▶ RAW DATA:
────────────────────────────────────────

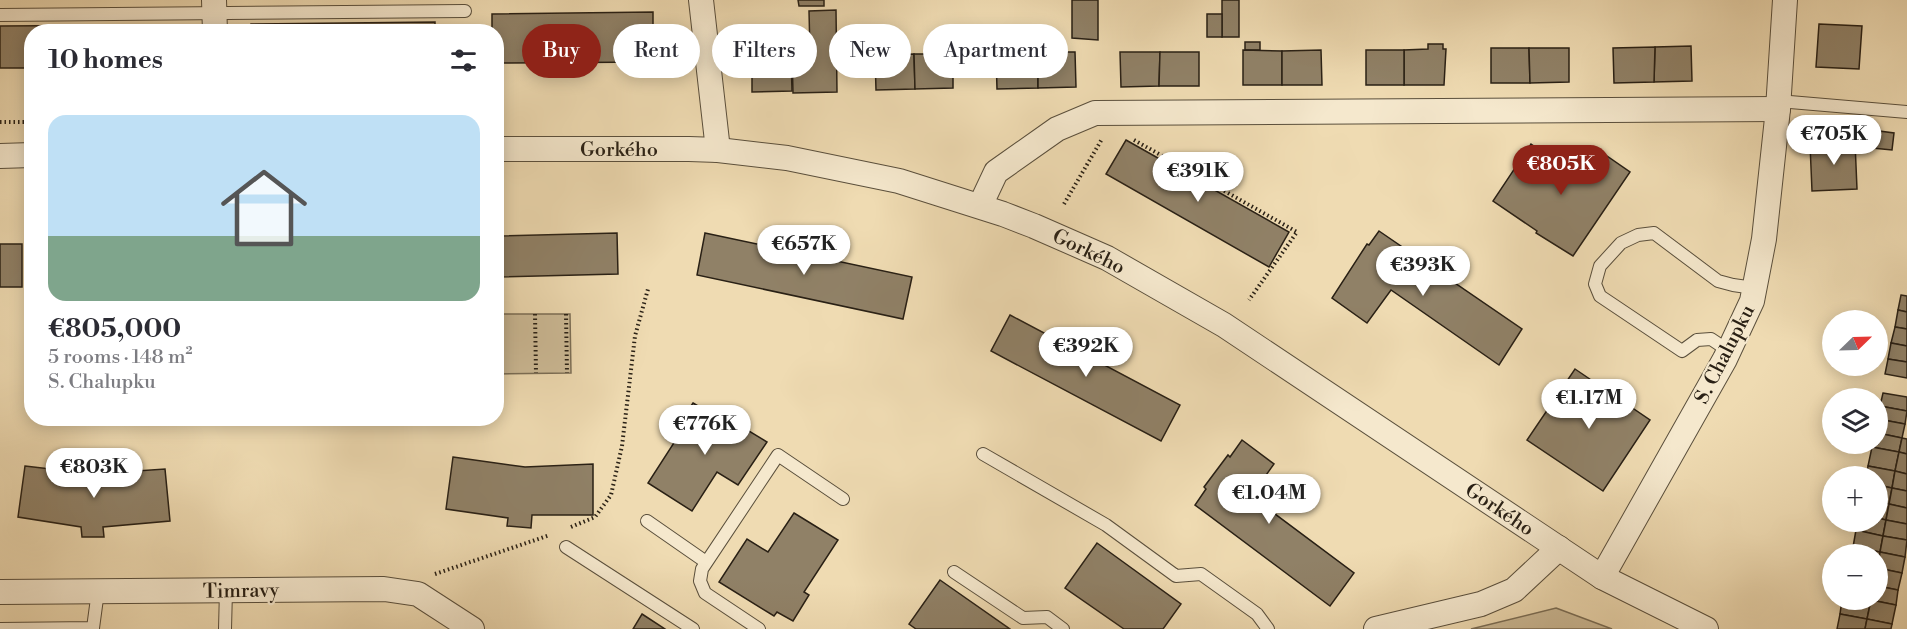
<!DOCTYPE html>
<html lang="en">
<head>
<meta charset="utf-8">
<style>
	body { margin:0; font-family:"Libre Bodoni",serif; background:#f2f2f3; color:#2b2b33; height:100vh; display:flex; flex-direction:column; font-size:22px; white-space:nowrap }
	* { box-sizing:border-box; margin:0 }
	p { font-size:20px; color:#7c7c81 }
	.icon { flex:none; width:33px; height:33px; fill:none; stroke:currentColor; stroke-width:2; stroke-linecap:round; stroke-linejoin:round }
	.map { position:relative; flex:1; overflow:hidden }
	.sheet { position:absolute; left:24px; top:24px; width:480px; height:402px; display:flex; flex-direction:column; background:#fff; border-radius:24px; box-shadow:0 3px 15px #0003 }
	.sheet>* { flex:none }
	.top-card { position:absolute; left:522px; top:24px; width:570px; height:54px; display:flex; gap:12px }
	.needle { width:39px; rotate:67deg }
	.fabs { position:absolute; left:1822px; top:310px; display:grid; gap:12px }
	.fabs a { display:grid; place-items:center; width:66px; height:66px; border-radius:50%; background:#fff; box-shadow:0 3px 15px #0003; font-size:30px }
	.price { position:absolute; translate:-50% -51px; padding:0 14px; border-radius:21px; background:#fff; color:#222; font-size:20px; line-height:39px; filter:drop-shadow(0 2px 3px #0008) }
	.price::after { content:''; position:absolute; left:50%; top:36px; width:18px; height:14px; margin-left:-9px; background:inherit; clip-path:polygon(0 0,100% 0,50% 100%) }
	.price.active { background:#8f2418; color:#fff }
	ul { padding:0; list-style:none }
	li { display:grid; align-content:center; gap:12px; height:318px; padding:0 24px }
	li+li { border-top:2px solid #e1e1e2 }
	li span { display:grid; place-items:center; height:186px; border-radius:18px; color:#555 }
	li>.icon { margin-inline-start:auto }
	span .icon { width:108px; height:108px; fill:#fffc; stroke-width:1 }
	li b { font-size:26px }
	h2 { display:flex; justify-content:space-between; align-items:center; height:72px; padding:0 24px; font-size:26px }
	.pill { padding:0 21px; border-radius:27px; background:#fff; box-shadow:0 3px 15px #0003; font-size:21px; line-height:54px }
	.pill.active { background:#8f2418; color:#fff }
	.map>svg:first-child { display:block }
</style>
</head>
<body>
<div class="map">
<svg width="1907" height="629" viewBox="0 0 1907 629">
	<rect width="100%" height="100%" fill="#efdbb2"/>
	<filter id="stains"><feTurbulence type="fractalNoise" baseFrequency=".00333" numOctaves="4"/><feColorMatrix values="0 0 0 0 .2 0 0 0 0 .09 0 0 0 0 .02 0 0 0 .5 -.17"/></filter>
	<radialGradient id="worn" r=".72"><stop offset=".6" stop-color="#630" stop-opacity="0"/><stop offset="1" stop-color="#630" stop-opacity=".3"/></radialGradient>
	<g fill="#cdbb97" stroke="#7b6e56" stroke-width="1.5">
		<path d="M497,314H570L571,373L497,374Z"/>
		<path d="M1556,608L1612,629H1471Z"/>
	</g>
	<g fill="#908167" stroke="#292015" stroke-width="1.5">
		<path d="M798,0H824V6H799Z"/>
		<path d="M1072,0H1098V40L1072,38Z"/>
		<rect x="1222" y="0" width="17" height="37"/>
		<path d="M836,10L837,92L793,93L792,53L810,52L809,11Z"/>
		<path d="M653,12V62L496,63V32H492V14Z"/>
		<rect x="1207" y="14" width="15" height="23"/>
		<path d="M435,22V32H251V24Z"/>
		<path d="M1819,24L1862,26L1859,69L1816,67Z"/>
		<path d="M156,25V32H32V68H0V26Z"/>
		<rect x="1245" y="42" width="15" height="8"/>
		<path d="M1428,44H1443V49H1446L1444,85H1404V50L1428,49Z"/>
		<path d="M999,45H1015V53L1038,52V88L997,89L996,53H999Z"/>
		<path d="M1691,46L1692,81L1654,82L1655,47Z"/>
		<path d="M1655,47L1654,82L1614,83L1613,48Z"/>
		<path d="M1491,48H1529L1530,83H1491Z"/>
		<path d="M1529,48H1569V82L1530,83Z"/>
		<path d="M1243,50L1282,51V85H1243Z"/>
		<path d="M1321,50L1322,85H1282V51Z"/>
		<rect x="1366" y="50" width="38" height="35"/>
		<path d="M1038,52H1075L1076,87L1038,88Z"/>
		<path d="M1120,52H1160L1159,86L1121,87Z"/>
		<path d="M1160,52H1199V86H1159Z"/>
		<path d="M914,54L915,89L876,90L875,55Z"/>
		<path d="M914,54H953V88L915,89Z"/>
		<path d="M752,56H791L792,91L752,92Z"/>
		<path d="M1864,129L1894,133L1892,150L1862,147Z"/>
		<path d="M1845,132V142L1828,143V133Z"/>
		<path d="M1126,140L1289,232L1269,267L1106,174Z"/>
		<path d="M1855,142L1857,189L1812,191L1810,144Z"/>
		<path d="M1531,144L1577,176L1591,153L1599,160L1604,154L1630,172L1573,256L1536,233L1537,231L1493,201Z"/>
		<path d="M1379,231L1522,329L1499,365L1391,290L1367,323L1332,298L1367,244L1369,245Z"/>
		<path d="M617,233L618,274L496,277V236Z"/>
		<path d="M705,233L912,277L903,319L697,275Z"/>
		<rect x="0" y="244" width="22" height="43"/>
		<path d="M1901,295L1907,296V312L1898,310Z"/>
		<path d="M1898,310L1907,312V329L1895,327Z"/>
		<path d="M1010,315L1180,405L1161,441L991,351Z"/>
		<path d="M1895,327L1907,329V346L1891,343Z"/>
		<path d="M1891,343L1907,346V362L1888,359Z"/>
		<path d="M1888,359L1907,362V378L1885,374Z"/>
		<path d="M1575,369L1650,420L1603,491L1527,440Z"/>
		<path d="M1883,393L1907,397V411L1880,406Z"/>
		<path d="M693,403L708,412L711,408L767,442L738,485L717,472L692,511L648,483L681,432L676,428Z"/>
		<path d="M1880,406L1907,411L1905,424L1878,419Z"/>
		<path d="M1878,419L1905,424L1902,438L1878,433Z"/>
		<path d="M1878,433L1902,438L1899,452L1872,447V444H1878Z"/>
		<path d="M1902,438L1907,439V454L1899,452Z"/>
		<path d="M1242,440L1274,464L1251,496L1354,573L1330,606L1195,505L1206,489L1204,487L1228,455L1230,457Z"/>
		<path d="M1872,447L1899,452L1895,471L1868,466Z"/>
		<path d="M1899,452L1907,454V474L1895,471Z"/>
		<path d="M453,457L525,467L593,464V515H532L531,528L507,526L508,518L446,509Z"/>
		<path d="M25,466L93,474L165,469L170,521L103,527L104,537H82L81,527L18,517Z"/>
		<path d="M1868,466L1895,471L1892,488L1878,485V477H1866Z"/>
		<path d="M1895,471L1907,474V491L1892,488Z"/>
		<path d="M1878,485L1892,488L1889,504L1878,502Z"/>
		<path d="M1892,488L1907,491V508L1889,504Z"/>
		<path d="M1878,502L1889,504L1886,520L1878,518Z"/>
		<path d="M1889,504L1907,508V524L1886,520Z"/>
		<path d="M794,513L838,540L804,592L809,595L793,621L777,612L774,616L719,582L747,539L768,552Z"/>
		<path d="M1878,518L1886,520L1883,536L1856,530L1858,522H1878Z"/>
		<path d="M1886,520L1907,524V540L1883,536Z"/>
		<path d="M1856,530L1883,536L1880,552L1853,547Z"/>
		<path d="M1883,536L1907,540L1905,557L1880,552Z"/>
		<path d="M1097,543L1181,604L1163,629H1124L1065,588Z"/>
		<path d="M1853,547L1880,552L1878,562V555H1851Z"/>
		<path d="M1880,552L1905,557L1902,573L1878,568Z"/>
		<path d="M1878,568L1902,573L1898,590L1878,586Z"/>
		<path d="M940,580L1010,629H916L909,624Z"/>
		<path d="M1878,586L1898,590L1896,605L1871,600H1878Z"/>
		<path d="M1842,600H1871L1867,619L1840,614Z"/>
		<path d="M1871,600L1896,605L1892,624L1867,619Z"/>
		<path d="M642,614L665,629H633Z"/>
		<path d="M1840,614L1867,619L1865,629H1837Z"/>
		<path d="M1867,619L1892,624L1891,629H1865Z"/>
	</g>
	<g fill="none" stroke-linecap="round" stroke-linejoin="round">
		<g stroke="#5a4f3c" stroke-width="14">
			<g id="service">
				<path d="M0,15L465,11"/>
				<path d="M1778,101L1907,112"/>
				<path d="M1729,351L1711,339L1697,340L1682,351L1600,296L1595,284L1600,266L1621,243L1638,235L1654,233L1718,281L1733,285L1754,288"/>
				<path d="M983,454L1106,525L1176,576L1201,574L1257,614L1268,629"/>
				<path d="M647,521L706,562"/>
				<path d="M566,547L693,629"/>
				<path d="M954,572L1023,618L1047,617L1063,629"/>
				<path d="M0,629L93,628L98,591"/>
				<path d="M225,629L226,590"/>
				<path d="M759,629L705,593L700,581L702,569L778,455L843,499"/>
			</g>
		</g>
		<g stroke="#5a4f3c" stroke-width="26">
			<g id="minor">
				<path d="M214,0L215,32"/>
				<path d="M701,0L718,150"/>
				<path d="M496,149H689L718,150L787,158L899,181L1003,214L1034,226L1107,258L1224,325L1602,577L1706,629"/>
				<path d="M0,156L32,155"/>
				<path d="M980,206L996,172L1057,129L1095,113L1778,109"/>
				<path d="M1602,577L1725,359L1752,301L1764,239L1778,109L1785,0"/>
				<path d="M0,592L384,589L418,594L472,629"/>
				<path d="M1376,629L1481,604L1514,590L1559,548"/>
			</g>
		</g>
		<g stroke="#292015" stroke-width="4" stroke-dasharray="1.5 3" stroke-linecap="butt">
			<path d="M0,122H32"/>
			<path d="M1134,140L1297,232L1249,300"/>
			<path d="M1064,204L1102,139"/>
			<path d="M535,314L536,373"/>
			<path d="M566,314L567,373"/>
			<path d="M571,527L595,517L611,495L622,446L635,336L648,289"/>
			<path d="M435,574L550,535"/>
		</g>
		<use href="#service" stroke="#f5e8cd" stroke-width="12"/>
		<use href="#minor" stroke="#f5e8cd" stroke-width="24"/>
	</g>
	<g text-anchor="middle" stroke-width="4.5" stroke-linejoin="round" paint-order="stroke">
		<g font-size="20" fill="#292015" stroke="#f5e8cd">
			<text x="619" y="156">Gorkého</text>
			<text transform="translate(1089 251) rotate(26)" y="7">Gorkého</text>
			<text transform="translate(1724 354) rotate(-63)" y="7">S. Chalupku</text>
			<text transform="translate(1500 509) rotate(34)" y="7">Gorkého</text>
			<text transform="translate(241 590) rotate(-1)" y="7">Timravy</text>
		</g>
	</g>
	<rect width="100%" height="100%" filter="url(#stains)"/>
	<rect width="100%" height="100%" fill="url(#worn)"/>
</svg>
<div class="fabs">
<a><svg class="needle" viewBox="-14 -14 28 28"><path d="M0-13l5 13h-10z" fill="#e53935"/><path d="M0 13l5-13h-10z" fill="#7c7c81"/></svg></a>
<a><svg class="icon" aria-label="layers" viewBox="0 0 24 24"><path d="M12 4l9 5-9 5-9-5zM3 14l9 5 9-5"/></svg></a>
<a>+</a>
<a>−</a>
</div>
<b class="price" style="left:1834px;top:166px">€705K</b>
<b class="price active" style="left:1561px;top:196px">€805K</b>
<b class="price" style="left:1198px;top:203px">€391K</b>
<b class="price" style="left:804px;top:276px">€657K</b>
<b class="price" style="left:1423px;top:297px">€393K</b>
<b class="price" style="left:1086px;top:378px">€392K</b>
<b class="price" style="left:1589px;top:430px">€1.17M</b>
<b class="price" style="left:705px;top:456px">€776K</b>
<b class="price" style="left:94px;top:499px">€803K</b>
<b class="price" style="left:1269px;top:525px">€1.04M</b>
<div class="top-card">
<a class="pill active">Buy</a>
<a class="pill">Rent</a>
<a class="pill">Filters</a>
<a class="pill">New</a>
<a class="pill">Apartment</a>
</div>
<section class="sheet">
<h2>10 homes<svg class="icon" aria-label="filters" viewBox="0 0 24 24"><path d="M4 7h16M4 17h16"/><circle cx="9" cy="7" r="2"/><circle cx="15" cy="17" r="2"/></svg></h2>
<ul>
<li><span style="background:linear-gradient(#bfe0f5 65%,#7fa58c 0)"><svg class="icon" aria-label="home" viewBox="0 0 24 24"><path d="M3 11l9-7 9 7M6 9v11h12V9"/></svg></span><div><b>€805,000</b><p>5 rooms · 148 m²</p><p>S. Chalupku</p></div></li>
</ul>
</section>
</div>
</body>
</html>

────────────────────────────────────────

Make an exact copy of the records from their first line through the line containing "display:grid; place-items:center; width:66px;", both ends included, with the pictures omitted.

▶ SOLUTION TO THE PROBLEM:
<!DOCTYPE html>
<html lang="en">
<head>
<meta charset="utf-8">
<style>
	body { margin:0; font-family:"Libre Bodoni",serif; background:#f2f2f3; color:#2b2b33; height:100vh; display:flex; flex-direction:column; font-size:22px; white-space:nowrap }
	* { box-sizing:border-box; margin:0 }
	p { font-size:20px; color:#7c7c81 }
	.icon { flex:none; width:33px; height:33px; fill:none; stroke:currentColor; stroke-width:2; stroke-linecap:round; stroke-linejoin:round }
	.map { position:relative; flex:1; overflow:hidden }
	.sheet { position:absolute; left:24px; top:24px; width:480px; height:402px; display:flex; flex-direction:column; background:#fff; border-radius:24px; box-shadow:0 3px 15px #0003 }
	.sheet>* { flex:none }
	.top-card { position:absolute; left:522px; top:24px; width:570px; height:54px; display:flex; gap:12px }
	.needle { width:39px; rotate:67deg }
	.fabs { position:absolute; left:1822px; top:310px; display:grid; gap:12px }
	.fabs a { display:grid; place-items:center; width:66px; height:66px; border-radius:50%; background:#fff; box-shadow:0 3px 15px #0003; font-size:30px }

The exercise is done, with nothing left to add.